Another issue is that read_csv makes a guess about the appropriate variable class for each column - and particularly when one of your columns contains a lot of blank strings, it can guess wrong. Here, we’ve downloaded a .csv
file containing the variables ABORDECOTHSP and ABORCFOTHSP, which contain open string responses describing a woman’s abortion experience only if she 1) reported having an abortion, and 2) exhausted a number of response options listed on the questionnaire.
If you check the documentation for read_csv, you’ll see that read_csv makes guesses about column type based only on the first 1000 rows by default.
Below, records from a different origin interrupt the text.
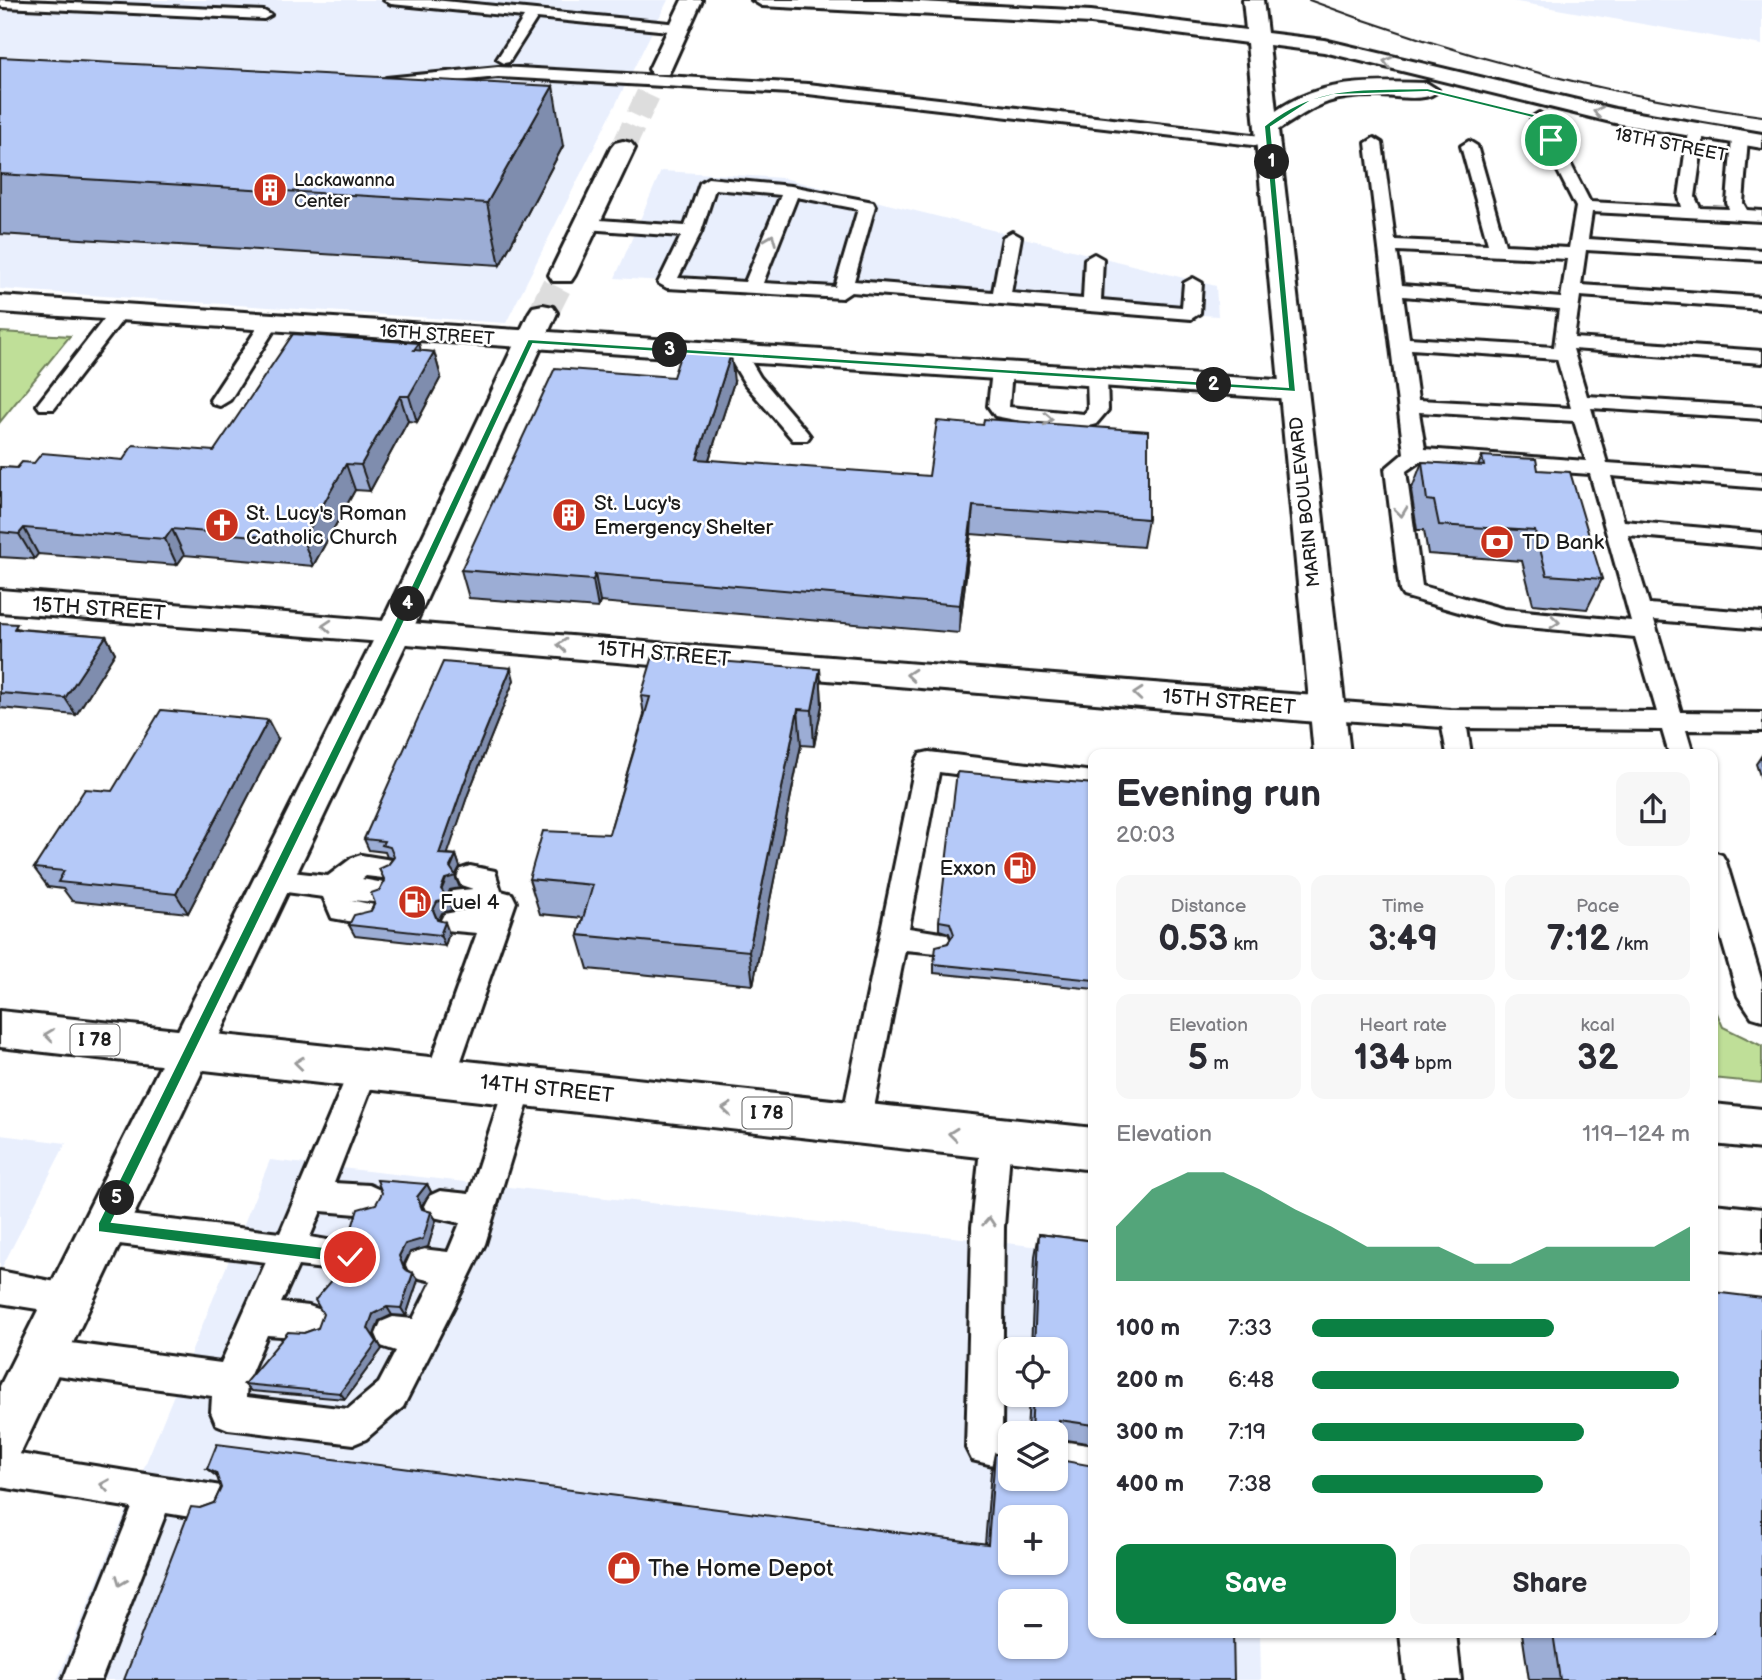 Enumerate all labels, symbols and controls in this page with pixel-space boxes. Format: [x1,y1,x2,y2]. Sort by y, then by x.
one-way arrow [1382,56,1394,70]
one-way arrow [1592,106,1604,121]
pin [1521,110,1581,170]
icon: arrive [1532,121,1570,159]
street label: 18TH STREET [1613,124,1729,166]
pin: 1 [1254,144,1290,180]
text: 1 [1268,150,1276,173]
place label: Lackawanna Center [294,170,395,212]
building icon: Lackawanna Center [251,171,289,209]
one-way arrow [763,234,777,246]
street label: 16TH STREET [379,321,495,350]
pin: 3 [652,332,688,368]
text: 3 [664,338,675,361]
pin: 2 [1196,368,1232,402]
text: 2 [1208,373,1219,396]
one-way arrow [1043,411,1054,426]
street label: MARIN BOULEVARD [1286,416,1324,588]
place label: St. Lucy's Emergency Shelter [594,491,773,540]
building icon: St. Lucy's Emergency Shelter [550,496,588,534]
place label: St. Lucy's Roman Catholic Church [246,501,407,550]
church icon: St. Lucy's Roman Catholic Church [203,506,241,544]
one-way arrow [1393,507,1408,518]
bank icon: TD Bank [1478,523,1516,561]
place label: TD Bank [1522,530,1605,555]
pin: 4 [390,586,426,622]
street label: 15TH STREET [32,592,167,626]
text: 4 [402,592,413,615]
one-way arrow [1550,614,1561,629]
one-way arrow [322,619,333,634]
street label: 15TH STREET [596,636,732,672]
one-way arrow [556,638,567,653]
one-way arrow [905,668,916,683]
street label: 15TH STREET [1161,684,1297,720]
one-way arrow [1132,687,1143,702]
text: Evening run [1116,772,1321,817]
button: share [1616,772,1690,846]
text: 20:03 [1116,821,1175,849]
fuel station icon: Exxon [1001,849,1039,887]
place label: Exxon [939,856,996,881]
fuel station icon: Fuel 4 [396,883,434,921]
place label: Fuel 4 [440,890,500,915]
text: Distance [1170,895,1246,918]
text: Time [1382,895,1424,918]
text: Pace [1576,895,1619,918]
text: 0.53 [1158,918,1228,961]
text: 3:49 [1368,918,1438,961]
text: 7:12 [1547,918,1610,961]
text: km [1228,933,1258,956]
text: /km [1610,933,1649,956]
text: Elevation [1169,1014,1248,1037]
text: Heart rate [1359,1014,1447,1037]
text: kcal [1581,1014,1615,1037]
road number: I 78 [70,1024,119,1056]
one-way arrow [43,1028,54,1043]
text: 5 [1188,1037,1208,1080]
text: 134 [1354,1037,1410,1080]
text: 32 [1577,1037,1618,1080]
text: m [1208,1052,1229,1075]
text: bpm [1410,1052,1452,1075]
one-way arrow [294,1055,305,1070]
street label: 14TH STREET [479,1070,615,1108]
road number: I 78 [742,1098,792,1128]
one-way arrow [721,1102,732,1117]
text: Elevation [1116,1120,1212,1148]
text: 119–124 m [1582,1120,1690,1148]
one-way arrow [947,1127,958,1142]
pin: 5 [100,1180,134,1216]
text: 5 [111,1186,122,1209]
one-way arrow [981,1217,996,1228]
pin [320,1227,380,1287]
icon: check [331,1238,369,1276]
text: 100 m [1116,1314,1180,1342]
text: 7:33 [1228,1314,1272,1342]
map controls [998,1337,1068,1659]
button: locate [998,1337,1068,1407]
text: 200 m [1116,1366,1184,1394]
text: 6:48 [1228,1366,1274,1394]
text: 300 m [1116,1418,1184,1446]
text: 7:19 [1228,1418,1266,1446]
button: layers [998,1421,1068,1491]
text: 400 m [1116,1470,1184,1498]
text: 7:38 [1228,1470,1272,1498]
one-way arrow [99,1478,111,1493]
button: + [998,1505,1068,1575]
button: Save [1116,1544,1396,1624]
button: Share [1410,1544,1690,1624]
shop icon: The Home Depot [605,1549,643,1587]
place label: The Home Depot [648,1554,834,1583]
one-way arrow [116,1574,130,1586]
button: − [998,1589,1068,1659]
In our dataset, the first 1000 rows for ABORDECOTHSP and ABORCFOTHSP are blank, so read_csv guesses that they might be logical, rather than character variables.
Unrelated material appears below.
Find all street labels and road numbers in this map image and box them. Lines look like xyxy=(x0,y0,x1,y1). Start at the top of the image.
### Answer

Warning: One or more parsing issues, call `problems()` on your data frame for details,
e.g.:
dat <- vroom(...)
problems(dat)
Rows: 96481 Columns: 95
── Column specification ────────────────────────────────────────────────────────
Delimiter: ","
chr (2): PERSONID, FQINSTID
dbl (91): SAMPLE, COUNTRY, YEAR, ROUND, ELIGIBLE, EAID, CONSENTFQ, CONSENTHQ...
lgl (2): ABORDECOTHSP, ABORCFOTHSP
ℹ Use `spec()` to retrieve the full column specification for this data.
ℹ Specify the column types or set `show_col_types = FALSE` to quiet this message.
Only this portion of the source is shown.